PEP 750: Tag Strings For Writing Domain-Specific Languages

barry · August 13, 2024, 5:42pm

From the flufl.i18n vaults, and referring back to the _.defer_translation() context manager mentioned above, Mailman has to lazily translate some messages in several cases. We still need to wrap the source string in _() so the off-line extractor will discover it, but in some cases, the actual translation can’t be done at the point of definition.

My memory is a little bit hazy at this point, but let’s see if I can reboot enough context. One useful code example is here.

This is a rule which attempts to determine whether a message sent to a mailing list is “administrivia”, i.e. an email command erroneously sent to the list. If detected, the rule sets up some data structures so that the “moderation reason” will say “Message contains administrivia” and that string is marked with _() for extraction and translation.

However, we can’t actually translate the string at this call site because we don’t know what language to translate it in, and in fact, it may be translated to several different languages. Imagine a list moderated by three people who prefer to get notifications in their non-English native language. When Mailman sends the notification message to each of these people, it will translate the source string at the point the notification emails are composed. So it will dynamically match each moderator with their preferred language, compose separate emails to each in their native language, and do the source string translation at that point.

Edit: I should mention that interpolation can still also be done lazily, but this isn’t done automatically. When needed, enough of the variable scope and context is captured so that the interpolation can happen correctly at the point of the dynamic translation.

mdrissi · August 13, 2024, 5:42pm

One concrete example of a library that does do lambda: style for laziness is tensorflow. The main apis that commonly use it are 1 and 2. At same tensorflow 2 added autograph mode that would do source to source rewrite of code before executing it and convert more natural eager style looking code to lazy lambda style. Specifically tensorflow when it sees something like (inside tf.function),

if x:
  return foo(x)
else:
  return bar(x)

it gets converted by autograph to something more like,

tf.cond(x, lambda: foo(x), lambda: bar(x))

So I guess it’s more TF1, the second style was normal, but in TF2 they try to hide laziness from the user.
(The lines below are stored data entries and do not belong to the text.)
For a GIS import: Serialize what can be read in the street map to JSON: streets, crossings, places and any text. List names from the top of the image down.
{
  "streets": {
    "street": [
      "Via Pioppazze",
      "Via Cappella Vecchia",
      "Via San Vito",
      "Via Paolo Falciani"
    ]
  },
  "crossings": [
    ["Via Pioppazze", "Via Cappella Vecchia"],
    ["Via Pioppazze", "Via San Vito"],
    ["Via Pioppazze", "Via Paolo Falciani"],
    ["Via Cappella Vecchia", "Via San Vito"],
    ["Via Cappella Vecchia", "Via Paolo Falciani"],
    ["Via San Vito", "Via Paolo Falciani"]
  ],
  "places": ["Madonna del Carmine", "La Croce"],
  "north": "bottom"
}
Part of laziness here is that tensorflow wants to construct a “execution graph” for later usage. You can very roughly think of it like making prepared sql statement where input values are fed later repeatedly.

I dug through my internal codebase and lambda: usage for laziness was pretty rare outside of few tensorflow cases like this.

pf_moore · August 13, 2024, 6:10pm

Yes, I recall that discussion now. The problem (in my view) was that internal details of the callee (“do I want this value right now, or do I want to save it to be calculated later?”) were leaked into the API design (you need to pass a value or lambda: value), meaning that the choice has to be made up front, and changing it later is a breaking change.

Lazy evaluation avoids this by keeping the caller interface the same while allowing the callee to change the implementation later.

… at least that’s my perception of the reasons why lambda doesn’t work as a workaround for the lack of lazy evaluation.

MegaIng · August 13, 2024, 6:59pm

I guess this is the central difference in our positions: My answer to this is
“Ofcourse it’s possible”. Modify the function object to see different variables by overwriting the closure and/or globals. And since this PEP is, according to it’s title, designed to allow DSL, this is IMO a perfectly acceptable strategy.
I am not viewing the scoping behaviour of python as a bound, I am viewing it as a jumping off point to implement whatever behaviour I actually want.

But I guess if we don’t want to encourage such modifications, we could instead provided a more complex desugaring that is better for templating, and also does early binding:

The expression in tag"{a + b}" could be turned into lambda *, a=a, b=b: a + b, turning all variables used into arguments.

This would

allow easy template instantiation while overwriting (some) variables to be picked based on where it has to be used.
It would make [t"{x}" for x in range(10)] capture the value of x in each, potentially being closer to what beginners would expect.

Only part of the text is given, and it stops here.